The central grouping includes a young woman seated confidently at the counter, one gloved hand clutching her purse while the other dabs the corner of her mouth. A second figure, possibly a companion, sits with her left arm akimbo; her yellow hat offers a chromatic parallel to her counter-mate's dress and a nearby arrangement of lemons. Glackens bathes the pair in warm light which, in turn, accentuates their self-assured postures and fashionable, yet unpretentious attire. Delicate brushwork and a pastel-like palette reveal the artist's indebtedness to Renoir, to whom he was often compared. The soda clerk, who, in the final version was modeled after Glackens' son, Ira, fills a glass behind the counter.

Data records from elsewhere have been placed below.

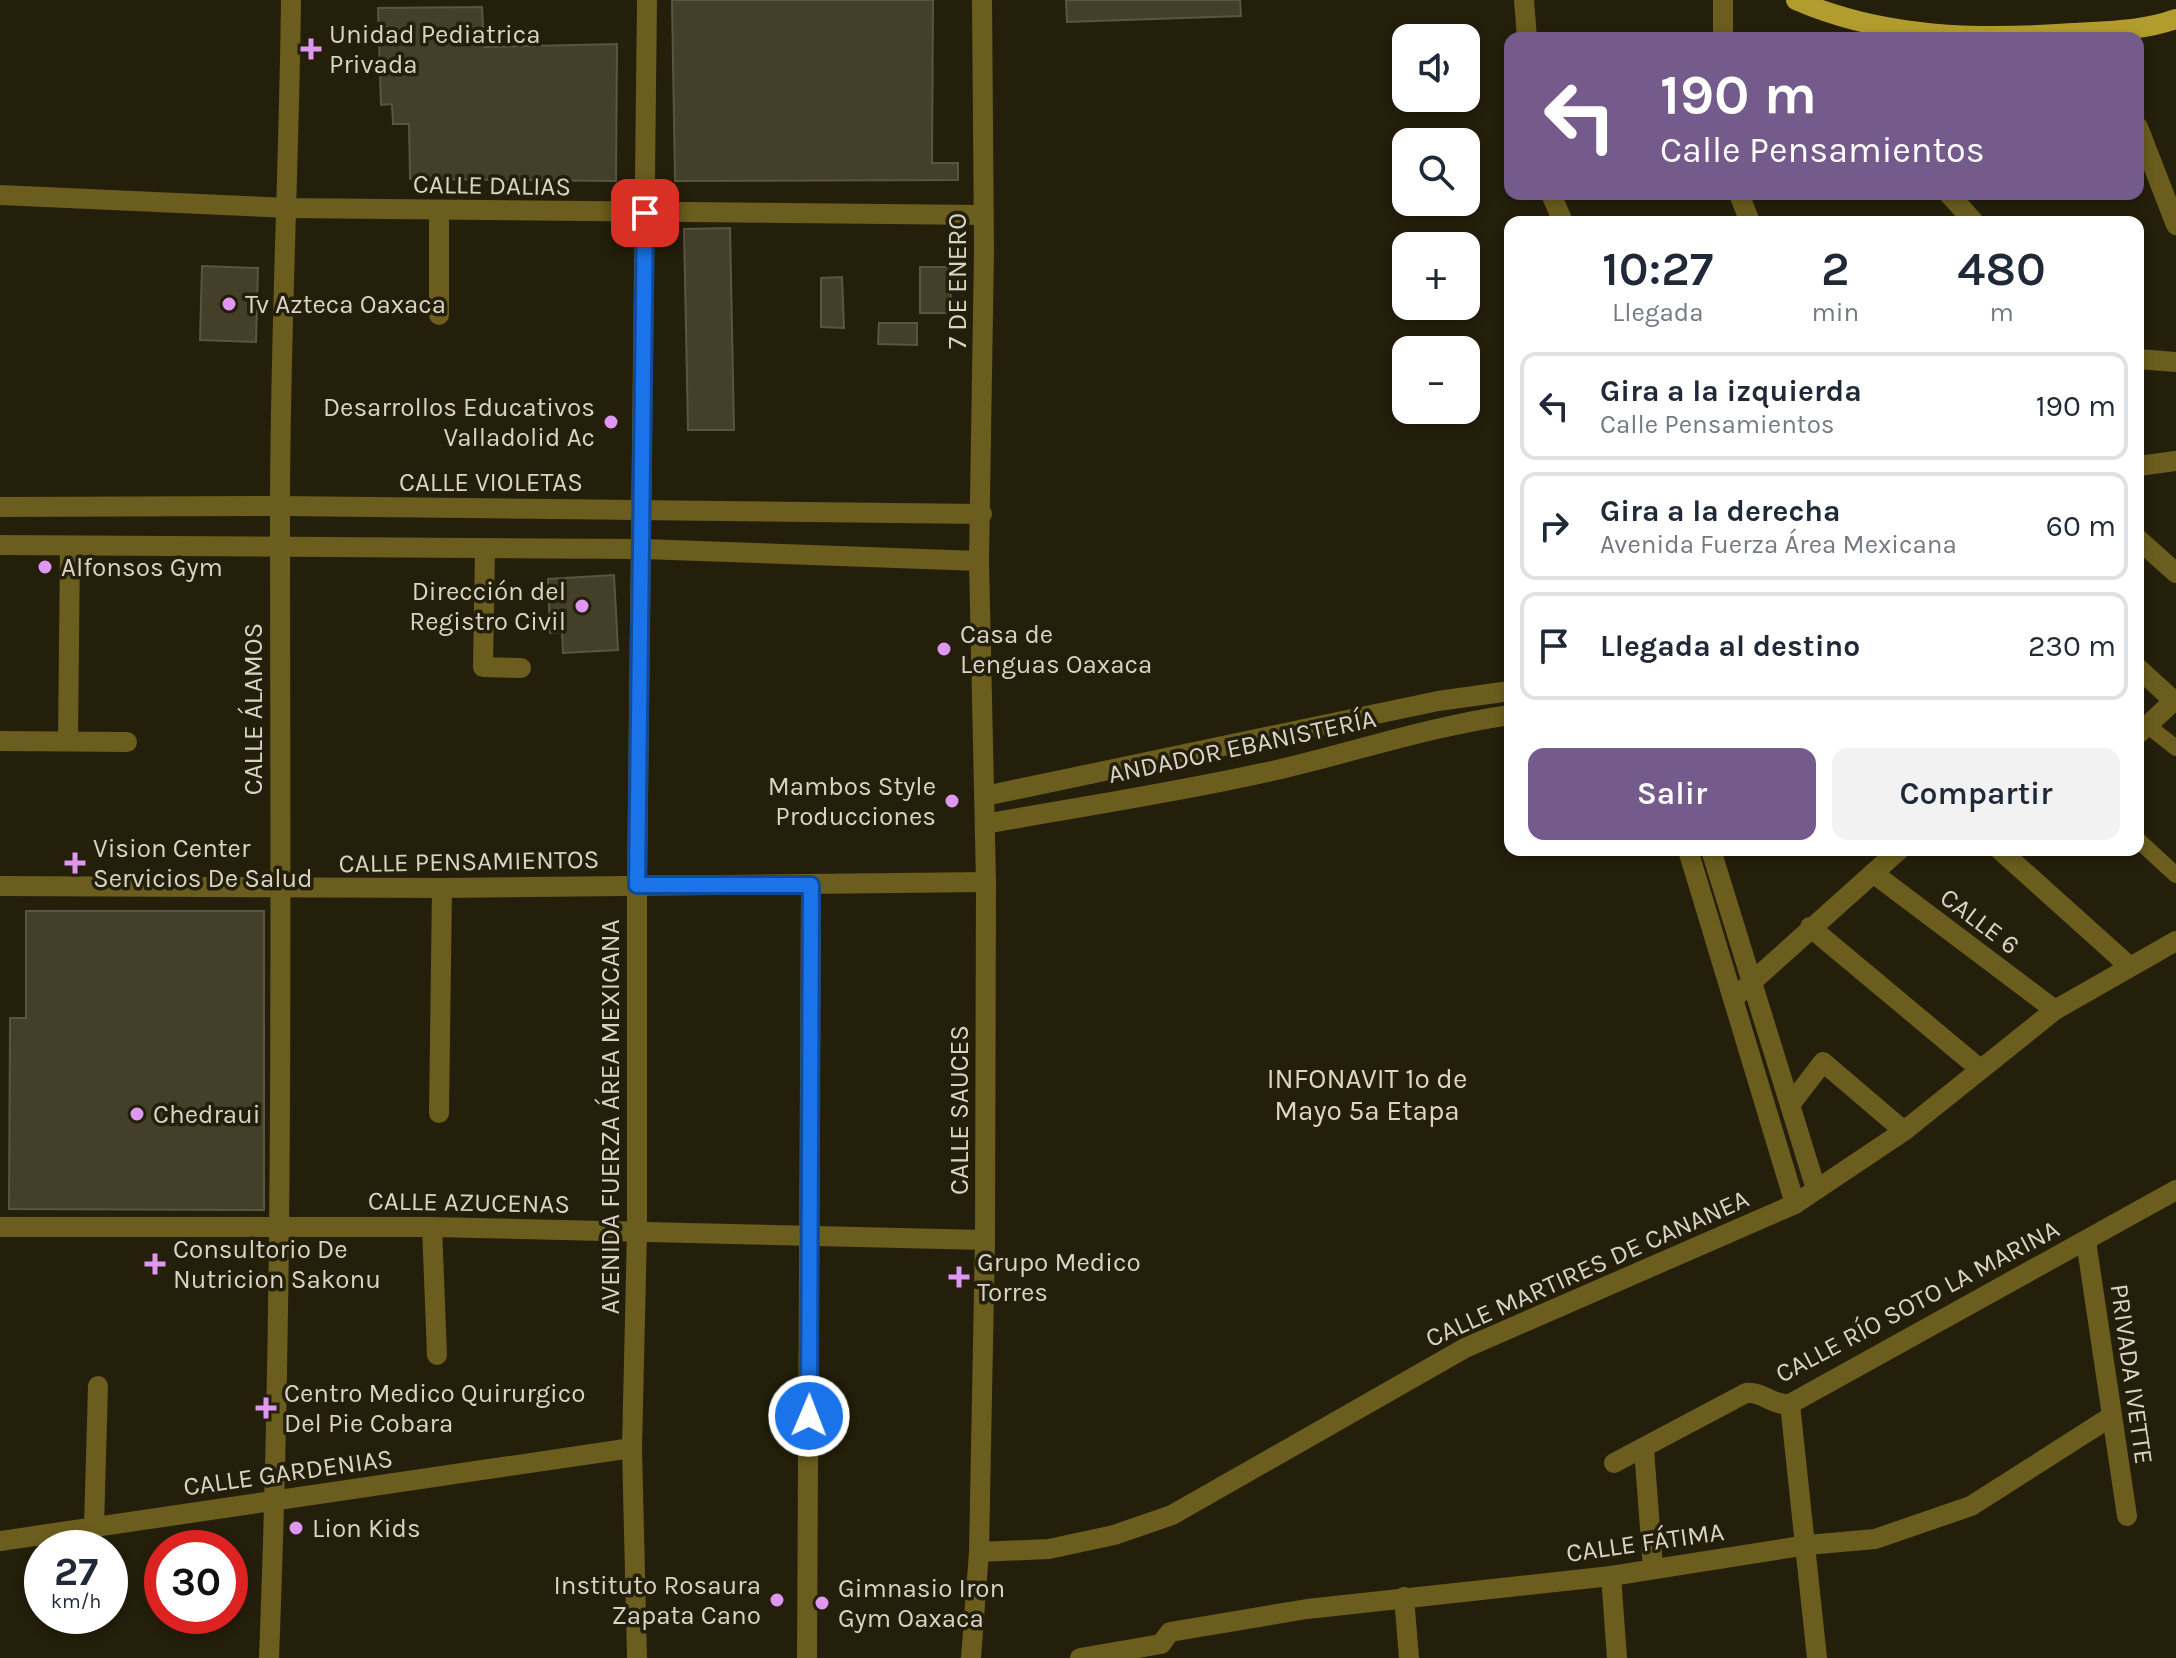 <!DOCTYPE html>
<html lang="es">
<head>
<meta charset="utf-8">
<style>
  body { margin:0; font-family:Karla,sans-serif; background:#f2f2f3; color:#1f2937; height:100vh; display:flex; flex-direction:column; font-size:30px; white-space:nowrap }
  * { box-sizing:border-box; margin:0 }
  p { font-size:26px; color:#747a83 }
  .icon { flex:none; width:44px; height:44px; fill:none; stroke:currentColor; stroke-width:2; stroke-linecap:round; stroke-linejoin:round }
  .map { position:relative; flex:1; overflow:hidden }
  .drawer { position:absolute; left:1504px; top:216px; width:640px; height:640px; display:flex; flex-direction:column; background:#fff; border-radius:16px; box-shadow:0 4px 12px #0003 }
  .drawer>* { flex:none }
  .banner { position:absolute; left:1504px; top:32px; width:640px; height:168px; border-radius:16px; box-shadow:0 4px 12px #0003; background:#755b8b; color:#fff; overflow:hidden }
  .controls { position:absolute; left:1392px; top:24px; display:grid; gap:16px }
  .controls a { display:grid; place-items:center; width:88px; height:88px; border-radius:16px; background:#fff; box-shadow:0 4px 12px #0003; font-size:40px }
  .speed { position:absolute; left:24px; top:1530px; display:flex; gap:16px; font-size:40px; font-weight:700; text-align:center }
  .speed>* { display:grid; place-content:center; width:104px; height:104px; border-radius:50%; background:#fff; box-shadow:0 4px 12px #0003; line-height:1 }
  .speed small { font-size:20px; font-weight:400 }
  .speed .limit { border:12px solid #d22; background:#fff; color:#111 }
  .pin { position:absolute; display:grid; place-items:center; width:68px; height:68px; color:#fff; margin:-34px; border-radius:16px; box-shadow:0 4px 12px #0006 }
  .me { position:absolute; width:88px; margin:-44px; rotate:1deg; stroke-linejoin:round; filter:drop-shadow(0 0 6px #0008) }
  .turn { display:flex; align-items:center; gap:28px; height:168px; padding:0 24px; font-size:36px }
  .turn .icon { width:104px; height:104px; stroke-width:2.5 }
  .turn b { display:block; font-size:56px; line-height:68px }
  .eta { display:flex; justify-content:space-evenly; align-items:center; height:136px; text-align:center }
  .eta b { font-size:48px; font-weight:600; line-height:56px }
  .cta { display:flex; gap:16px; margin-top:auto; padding:16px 24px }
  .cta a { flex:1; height:92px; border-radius:16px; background:#755b8b; color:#fff; font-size:32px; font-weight:600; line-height:92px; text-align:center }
  .cta a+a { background:#f2f2f3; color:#1f2937 }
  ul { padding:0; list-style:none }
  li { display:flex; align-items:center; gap:24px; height:108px; margin:0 16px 12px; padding:0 8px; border:4px solid #e0e1e3; border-radius:16px }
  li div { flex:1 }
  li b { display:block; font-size:30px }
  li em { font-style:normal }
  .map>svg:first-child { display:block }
  .building { fill:#443f29; stroke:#5a553e; stroke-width:2 }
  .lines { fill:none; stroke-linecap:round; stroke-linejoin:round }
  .pedestrian { stroke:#6a5d1d; stroke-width:16 }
  .minor { stroke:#6a5d1d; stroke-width:20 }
  .tertiary { stroke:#6a5d1d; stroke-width:20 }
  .primary { stroke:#b29c2d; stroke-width:20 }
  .route-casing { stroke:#114b97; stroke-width:20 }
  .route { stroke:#1a73e8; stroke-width:14 }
  .poi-dot { fill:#df98f2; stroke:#241f0a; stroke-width:3 }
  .labels { text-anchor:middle; stroke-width:7; stroke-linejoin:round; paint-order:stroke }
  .poi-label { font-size:26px; fill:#d7d4c7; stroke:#241f0a; text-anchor:start }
  .street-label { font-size:26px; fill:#d7d4c7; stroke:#241f0a }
  .neighbourhood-label { font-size:28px; fill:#dbd6bc; stroke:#241f0a }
</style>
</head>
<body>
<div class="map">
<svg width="2176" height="1658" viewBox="0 0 2176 1658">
  <rect width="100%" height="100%" fill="#241f0a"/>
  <g class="building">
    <polygon points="672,0 933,0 932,163 958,163 958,180 675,181"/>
    <polygon points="1066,0 1240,0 1241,16 1067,22"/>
    <polygon points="482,7 484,47 617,44 616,181 410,179 409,124 393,124 392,104 381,105 378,8"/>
    <polygon points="730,228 734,430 688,430 684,229"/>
    <polygon points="202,266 258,268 256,342 200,340"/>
    <polygon points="920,267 950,267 951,313 920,313"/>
    <polygon points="842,277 844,328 821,327 821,278"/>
    <polygon points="879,323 917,323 917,345 878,344"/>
    <polygon points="614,575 618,650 563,653 562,632 550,633 548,579"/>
    <polygon points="26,911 264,911 264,1210 9,1209 10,1018 26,1018"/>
  </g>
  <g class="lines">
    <g class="pedestrian">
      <polyline points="2147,725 2176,748"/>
      <polyline points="2138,840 2176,875"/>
    </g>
    <g class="minor">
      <polyline points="1723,38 1723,0"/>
      <polyline points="2138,127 2176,225"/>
      <polyline points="1739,194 1750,222"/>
      <polyline points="1949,194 1974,222"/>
      <polyline points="0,195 288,208 983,215"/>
      <polyline points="439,315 439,210"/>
      <polyline points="2138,359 2176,362"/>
      <polyline points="2138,466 2176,461"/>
      <polyline points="2138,539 2176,573"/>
      <polyline points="485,549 483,667 521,668"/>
      <polyline points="2138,668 2174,701"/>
      <polyline points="2138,734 2176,699"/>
      <polyline points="0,741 127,742"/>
      <polyline points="68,741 70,547"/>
      <polyline points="985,796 1438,701 1510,691"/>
      <path d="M985 824C1085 806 1185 791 1285 768 1360 750 1433 726 1510 715"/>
      <polyline points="2000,850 2129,966"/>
      <polyline points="1873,873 2055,1010"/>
      <polyline points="0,886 442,888 986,882"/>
      <polyline points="1810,927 1980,1069"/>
      <polyline points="1734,998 1899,850"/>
      <polyline points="1790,1105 1823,1062 1904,1131"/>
      <polyline points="439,1113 442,888"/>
      <polyline points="0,1227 432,1227 985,1240"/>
      <polyline points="432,1227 437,1355"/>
      <polyline points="2086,1241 2127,1516"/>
      <polyline points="1790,1404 1817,1658"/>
      <polyline points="1644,1449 1653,1568"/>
      <path d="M1614 1463 1746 1393C1762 1391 1773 1406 1790 1404L2176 1190"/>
      <polyline points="94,1527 98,1386"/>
      <polyline points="0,1541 632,1448"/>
      <polyline points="1611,1576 1617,1658"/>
      <polyline points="1404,1597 1409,1658"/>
      <polyline points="1161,1644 1170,1632 1307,1609 1611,1576 1807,1545 1875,1539 1971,1506 2112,1416"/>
      <path d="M269 1658C284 1275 280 891 280 508 280 339 289 169 291 0"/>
      <polyline points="807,1658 811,885"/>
      <polyline points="1080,1658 1161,1644"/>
    </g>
    <g class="tertiary">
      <polyline points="1524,0 1527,38"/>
      <polyline points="1551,194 1563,222"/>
      <polyline points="0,507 280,506 982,514"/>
      <polyline points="0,545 642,549 979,561"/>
      <polyline points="1688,850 1795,1204"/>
      <polyline points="1711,850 1816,1189"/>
      <polyline points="979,1552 1049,1549 1114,1535 1172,1515 1465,1348 1795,1204 1904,1131 2055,1010 2176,941"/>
      <polyline points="637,1658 632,1448 637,1231 637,885 647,0"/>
      <polyline points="971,1658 979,1552 985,1240 986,882 979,561 984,250 982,0"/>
    </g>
    <path class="primary" d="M1796 0C1883 38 1980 40 2073 33 2108 31 2143 31 2176 19"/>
  </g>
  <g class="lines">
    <g class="route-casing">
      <polyline id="route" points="645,213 637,885 811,885 809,1416"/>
    </g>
    <use href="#route" class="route"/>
  </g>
  <g class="poi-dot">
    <path d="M307 37h8v8h8v8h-8v8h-8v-8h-8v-8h8z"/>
    <circle cx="229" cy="304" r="8"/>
    <circle cx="611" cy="422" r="8"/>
    <circle cx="45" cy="567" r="8"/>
    <circle cx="582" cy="606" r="8"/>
    <circle cx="944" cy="649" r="8"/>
    <circle cx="952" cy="801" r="8"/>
    <path d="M71 851h8v8h8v8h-8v8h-8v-8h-8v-8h8z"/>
    <circle cx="137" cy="1114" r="8"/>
    <path d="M151 1252h8v8h8v8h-8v8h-8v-8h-8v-8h8z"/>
    <path d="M955 1265h8v8h8v8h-8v8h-8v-8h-8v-8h8z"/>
    <path d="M262 1396h8v8h8v8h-8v8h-8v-8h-8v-8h8z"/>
    <circle cx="296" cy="1528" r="8"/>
    <circle cx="777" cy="1600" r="8"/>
    <circle cx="822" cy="1603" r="8"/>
  </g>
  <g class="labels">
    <g class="poi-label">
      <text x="329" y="43">Unidad Pediatrica<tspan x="329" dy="30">Privada</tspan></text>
      <text x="245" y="313">Tv Azteca Oaxaca</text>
      <text x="595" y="416" text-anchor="end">Desarrollos Educativos<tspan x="595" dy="30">Valladolid Ac</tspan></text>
      <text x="61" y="576">Alfonsos Gym</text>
      <text x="566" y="600" text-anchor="end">Dirección del<tspan x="566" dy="30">Registro Civil</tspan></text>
      <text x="960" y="643">Casa de<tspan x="960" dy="30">Lenguas Oaxaca</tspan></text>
      <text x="936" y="795" text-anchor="end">Mambos Style<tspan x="936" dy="30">Producciones</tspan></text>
      <text x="93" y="857">Vision Center<tspan x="93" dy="30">Servicios De Salud</tspan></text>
      <text x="153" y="1123">Chedraui</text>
      <text x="173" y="1258">Consultorio De<tspan x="173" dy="30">Nutricion Sakonu</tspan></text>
      <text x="977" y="1271">Grupo Medico<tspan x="977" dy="30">Torres</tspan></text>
      <text x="284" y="1402">Centro Medico Quirurgico<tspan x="284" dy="30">Del Pie Cobara</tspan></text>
      <text x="312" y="1537">Lion Kids</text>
      <text x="761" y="1594" text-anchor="end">Instituto Rosaura<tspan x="761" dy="30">Zapata Cano</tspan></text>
      <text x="838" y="1597">Gimnasio Iron<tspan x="838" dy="30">Gym Oaxaca</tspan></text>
    </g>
    <g class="street-label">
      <text transform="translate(492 185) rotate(1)" y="9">CALLE DALIAS</text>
      <text transform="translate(957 281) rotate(-90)" y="9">7 DE ENERO</text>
      <text x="491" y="491">CALLE VIOLETAS</text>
      <text transform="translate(253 709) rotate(-90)" y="9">CALLE ÁLAMOS</text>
      <text transform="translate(1242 746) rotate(-12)" y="9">ANDADOR EBANISTERÍA</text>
      <text transform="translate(469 861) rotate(-1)" y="9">CALLE PENSAMIENTOS</text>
      <text transform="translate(1980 921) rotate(37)" y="9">CALLE 6</text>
      <text transform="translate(959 1110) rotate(-90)" y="9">CALLE SAUCES</text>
      <text transform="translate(610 1117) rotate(-90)" y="9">AVENIDA FUERZA ÁREA MEXICANA</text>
      <text transform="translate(469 1202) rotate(1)" y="9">CALLE AZUCENAS</text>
      <text transform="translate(1587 1268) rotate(-24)" y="9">CALLE MARTIRES DE CANANEA</text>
      <text transform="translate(1917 1301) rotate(-28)" y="9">CALLE RÍO SOTO LA MARINA</text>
      <text transform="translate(2132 1374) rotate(82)" y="9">PRIVADA IVETTE</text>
      <text transform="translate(288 1472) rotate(-8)" y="9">CALLE GARDENIAS</text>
      <text transform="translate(1645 1542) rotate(-8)" y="9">CALLE FÁTIMA</text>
    </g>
    <g class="neighbourhood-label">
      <text x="1367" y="1088">INFONAVIT 1º de<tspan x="1367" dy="32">Mayo 5ª Etapa</tspan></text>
    </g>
  </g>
</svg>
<div class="controls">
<a><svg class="icon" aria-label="sound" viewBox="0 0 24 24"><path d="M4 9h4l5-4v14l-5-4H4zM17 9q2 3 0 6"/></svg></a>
<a><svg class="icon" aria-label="search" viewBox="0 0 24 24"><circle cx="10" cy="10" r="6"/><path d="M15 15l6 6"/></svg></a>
<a>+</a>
<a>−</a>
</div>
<div class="speed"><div>27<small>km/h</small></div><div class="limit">30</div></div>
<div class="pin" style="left:645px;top:213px;background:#d93025"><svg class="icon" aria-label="arrive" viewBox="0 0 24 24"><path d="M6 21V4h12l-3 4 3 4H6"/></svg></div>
<svg class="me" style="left:809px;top:1416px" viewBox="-20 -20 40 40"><circle r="17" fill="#1a73e8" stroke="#fff" stroke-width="3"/><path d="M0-11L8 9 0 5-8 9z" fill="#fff"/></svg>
<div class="banner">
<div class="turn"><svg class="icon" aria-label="left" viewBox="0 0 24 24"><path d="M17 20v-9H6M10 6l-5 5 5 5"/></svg><div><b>190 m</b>Calle Pensamientos</div></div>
</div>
<section class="drawer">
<div class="eta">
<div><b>10:27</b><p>Llegada</p></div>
<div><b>2</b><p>min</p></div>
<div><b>480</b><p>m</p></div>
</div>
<ul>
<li><svg class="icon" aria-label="left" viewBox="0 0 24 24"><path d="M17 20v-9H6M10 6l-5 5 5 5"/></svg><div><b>Gira a la izquierda</b><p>Calle Pensamientos</p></div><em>190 m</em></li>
<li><svg class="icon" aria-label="right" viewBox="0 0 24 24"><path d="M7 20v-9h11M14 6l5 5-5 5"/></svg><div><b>Gira a la derecha</b><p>Avenida Fuerza Área Mexicana</p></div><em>60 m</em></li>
<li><svg class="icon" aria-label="arrive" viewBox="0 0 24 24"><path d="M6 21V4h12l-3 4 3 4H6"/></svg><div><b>Llegada al destino</b></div><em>230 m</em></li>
</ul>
<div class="cta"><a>Salir</a><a>Compartir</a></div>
</section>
</div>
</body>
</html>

It is within this subtle portrayal that Glackens captures the essence of his subject. The women are not defined by the company they keep, but rather by a kind of comfortable independence. Occupying the soda fountain on their own terms, they partake in a leisure activity traditionally associated with couples, but without the need for male accompaniment. (Even the soda clerk, the composition's lone male figure, is at some remove, both physically and psychologically.) While the present study (and PAFA's version) do not directly address social or political matters, together they reflect a changing social landscape–one that Glackens understood and appreciated all too well. Claiming public spaces and leisure activities for themselves, his female protagonists embody a newfound sense of self and individual agency, and attest to the evolving role of women in the first few decades of the 20th century.